It is the technology used in many digital movie theaters, but a recent move by Mitsubishi spells the end of an era for the in-home use of DLP televisions as it recently announced it would go dark with its DLP (digital light processing) line of TV sets. Unlike plasma or LCD, these rear-projection TVs were anything but flat, and while they did provide a big screen, they also required some serious real estate in the living room – so much so that most of Mitsubishi’s competitors had long since exited the market.
In fact, Mitsubishi was the last company to stick with this technology, and, as a result, had carved out a reasonably successful niche, especially since DLP offered a viable option for 73, 82 and even massive 92-inch HDTVs at a price which didn’t require producing a Hollywood blockbuster to afford.
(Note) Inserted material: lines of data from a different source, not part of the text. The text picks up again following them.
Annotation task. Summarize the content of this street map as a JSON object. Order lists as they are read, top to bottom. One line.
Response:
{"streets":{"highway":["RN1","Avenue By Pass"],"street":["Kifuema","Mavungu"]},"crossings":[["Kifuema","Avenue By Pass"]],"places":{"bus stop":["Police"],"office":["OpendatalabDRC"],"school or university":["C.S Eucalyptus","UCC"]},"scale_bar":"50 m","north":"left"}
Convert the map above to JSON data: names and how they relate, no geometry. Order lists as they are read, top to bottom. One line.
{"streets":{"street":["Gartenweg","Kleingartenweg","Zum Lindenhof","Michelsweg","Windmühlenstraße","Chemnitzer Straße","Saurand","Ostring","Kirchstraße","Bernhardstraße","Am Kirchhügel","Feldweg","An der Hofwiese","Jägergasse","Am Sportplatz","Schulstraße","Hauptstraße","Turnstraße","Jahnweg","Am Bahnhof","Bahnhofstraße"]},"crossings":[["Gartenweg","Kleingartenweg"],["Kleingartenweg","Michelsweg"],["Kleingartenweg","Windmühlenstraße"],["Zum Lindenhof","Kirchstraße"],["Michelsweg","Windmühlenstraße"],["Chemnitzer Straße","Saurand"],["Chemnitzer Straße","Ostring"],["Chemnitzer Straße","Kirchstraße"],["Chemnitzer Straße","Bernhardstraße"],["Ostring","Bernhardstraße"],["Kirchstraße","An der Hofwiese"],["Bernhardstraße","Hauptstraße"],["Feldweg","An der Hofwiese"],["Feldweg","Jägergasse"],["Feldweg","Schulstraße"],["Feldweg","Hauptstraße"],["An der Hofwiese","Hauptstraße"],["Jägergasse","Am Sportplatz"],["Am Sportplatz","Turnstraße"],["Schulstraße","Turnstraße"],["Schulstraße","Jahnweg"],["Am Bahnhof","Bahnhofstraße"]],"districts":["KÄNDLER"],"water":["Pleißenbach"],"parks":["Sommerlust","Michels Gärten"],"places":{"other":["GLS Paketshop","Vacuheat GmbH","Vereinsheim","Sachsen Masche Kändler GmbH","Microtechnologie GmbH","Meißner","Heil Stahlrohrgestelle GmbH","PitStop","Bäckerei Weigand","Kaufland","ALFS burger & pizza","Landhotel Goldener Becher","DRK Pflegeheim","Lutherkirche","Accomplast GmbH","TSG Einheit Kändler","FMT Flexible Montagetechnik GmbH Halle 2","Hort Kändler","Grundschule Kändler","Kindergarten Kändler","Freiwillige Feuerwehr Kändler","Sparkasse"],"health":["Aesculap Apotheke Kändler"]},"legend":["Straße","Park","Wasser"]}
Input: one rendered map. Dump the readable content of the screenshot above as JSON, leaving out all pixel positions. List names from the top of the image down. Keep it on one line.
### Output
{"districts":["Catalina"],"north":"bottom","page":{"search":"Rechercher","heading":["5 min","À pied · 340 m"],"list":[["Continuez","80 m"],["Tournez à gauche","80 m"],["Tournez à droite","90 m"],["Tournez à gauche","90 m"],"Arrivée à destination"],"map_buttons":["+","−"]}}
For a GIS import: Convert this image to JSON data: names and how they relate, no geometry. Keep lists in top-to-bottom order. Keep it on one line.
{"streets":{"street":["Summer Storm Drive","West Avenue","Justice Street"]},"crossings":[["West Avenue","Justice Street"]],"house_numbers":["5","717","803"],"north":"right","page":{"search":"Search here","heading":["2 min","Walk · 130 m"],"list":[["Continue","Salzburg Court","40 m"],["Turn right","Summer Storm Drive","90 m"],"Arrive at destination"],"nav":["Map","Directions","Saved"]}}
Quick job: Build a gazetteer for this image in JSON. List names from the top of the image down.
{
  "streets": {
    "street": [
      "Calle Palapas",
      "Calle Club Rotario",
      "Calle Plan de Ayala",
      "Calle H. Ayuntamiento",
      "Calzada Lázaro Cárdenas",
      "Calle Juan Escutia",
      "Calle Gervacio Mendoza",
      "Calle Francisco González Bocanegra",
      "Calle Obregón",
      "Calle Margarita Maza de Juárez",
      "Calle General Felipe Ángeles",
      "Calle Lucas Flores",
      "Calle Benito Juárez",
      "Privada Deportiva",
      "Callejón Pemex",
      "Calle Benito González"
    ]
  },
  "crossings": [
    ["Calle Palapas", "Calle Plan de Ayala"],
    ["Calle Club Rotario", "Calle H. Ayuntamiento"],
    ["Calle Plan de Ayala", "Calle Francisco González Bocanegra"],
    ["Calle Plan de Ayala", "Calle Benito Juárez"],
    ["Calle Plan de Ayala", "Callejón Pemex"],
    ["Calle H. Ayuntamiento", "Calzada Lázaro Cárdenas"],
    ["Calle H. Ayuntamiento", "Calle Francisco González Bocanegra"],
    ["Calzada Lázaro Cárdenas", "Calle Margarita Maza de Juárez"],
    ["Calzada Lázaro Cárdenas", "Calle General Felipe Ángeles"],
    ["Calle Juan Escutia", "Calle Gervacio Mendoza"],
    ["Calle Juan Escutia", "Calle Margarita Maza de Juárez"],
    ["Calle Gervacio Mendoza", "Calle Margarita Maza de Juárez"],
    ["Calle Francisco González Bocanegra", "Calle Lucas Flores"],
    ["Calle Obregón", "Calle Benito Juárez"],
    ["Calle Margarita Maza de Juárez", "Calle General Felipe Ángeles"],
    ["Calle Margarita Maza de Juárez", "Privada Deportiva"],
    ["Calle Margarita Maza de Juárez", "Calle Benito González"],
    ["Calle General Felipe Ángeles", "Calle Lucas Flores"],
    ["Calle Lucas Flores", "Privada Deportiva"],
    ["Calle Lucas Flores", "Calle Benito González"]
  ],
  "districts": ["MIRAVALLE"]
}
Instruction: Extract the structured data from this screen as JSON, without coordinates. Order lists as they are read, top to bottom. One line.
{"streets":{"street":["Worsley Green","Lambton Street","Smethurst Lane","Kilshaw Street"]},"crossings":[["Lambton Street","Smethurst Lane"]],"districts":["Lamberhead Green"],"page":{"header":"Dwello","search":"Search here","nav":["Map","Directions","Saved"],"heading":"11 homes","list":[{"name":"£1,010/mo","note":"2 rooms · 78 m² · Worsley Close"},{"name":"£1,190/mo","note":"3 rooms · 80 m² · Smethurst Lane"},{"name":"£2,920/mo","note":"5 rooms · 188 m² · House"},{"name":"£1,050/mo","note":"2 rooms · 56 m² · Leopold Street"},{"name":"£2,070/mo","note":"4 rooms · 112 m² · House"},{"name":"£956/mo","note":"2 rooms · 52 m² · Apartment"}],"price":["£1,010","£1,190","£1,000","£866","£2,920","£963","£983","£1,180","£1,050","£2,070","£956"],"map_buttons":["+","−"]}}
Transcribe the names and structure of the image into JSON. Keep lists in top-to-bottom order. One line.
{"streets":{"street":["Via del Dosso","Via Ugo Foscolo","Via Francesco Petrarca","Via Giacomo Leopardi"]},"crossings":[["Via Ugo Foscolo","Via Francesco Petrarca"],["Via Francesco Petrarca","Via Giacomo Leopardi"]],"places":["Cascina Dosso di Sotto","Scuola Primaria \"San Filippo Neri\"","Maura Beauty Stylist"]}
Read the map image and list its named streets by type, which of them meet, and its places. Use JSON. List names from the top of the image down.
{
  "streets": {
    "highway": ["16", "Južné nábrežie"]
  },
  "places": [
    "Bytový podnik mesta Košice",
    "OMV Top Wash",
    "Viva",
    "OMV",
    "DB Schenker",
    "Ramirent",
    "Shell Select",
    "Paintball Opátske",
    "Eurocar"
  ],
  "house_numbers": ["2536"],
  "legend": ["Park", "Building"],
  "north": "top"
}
The rear-projection TVs offered a far more cost effective inch-for-inch option than flat-panel systems, but despite this fact, behemoth-sized sets never broke out beyond the niche. Given the increasing sizes of flat panel TVs, expanding home theater projector options, and the fact that most viewers don’t really have the right room for a 73-inch set, the market was limited.
As such Mitsubishi pulled the plug on the line.
Max Wasinger, an executive at Mitsubishi, reportedly told CE Pro that the company is “in the midst of an orderly exit from the DLP TV business,” and Mitsubishi Electrical Visual Solutions America will now focus on the business-to-business (B2B) market through projectors, printers and monitors, but will still remain in the home theater projector market.
Mitsubishi was the final company to remain in the rear-projection TV arena as the last two holdouts, Sony and Samsung exited the space in 2007 and 2008 respectively.
For now the massively large screen sizes may be limited to movie moguls and the likes of Mark Cuban (a reported owner of Panasonic’s 103-inch plasma), as the options now include Sharp’s 90-inch LED model for $10,000 or about three times the price of the similarly-sized Mitsubishi DLP set. But with the promise of Ultra HD (4K) sets on the horizon that offer the promise of greater resolution – and thus even larger screen sizse – it will only be a matter of time until 85-inch is the new 50-inch.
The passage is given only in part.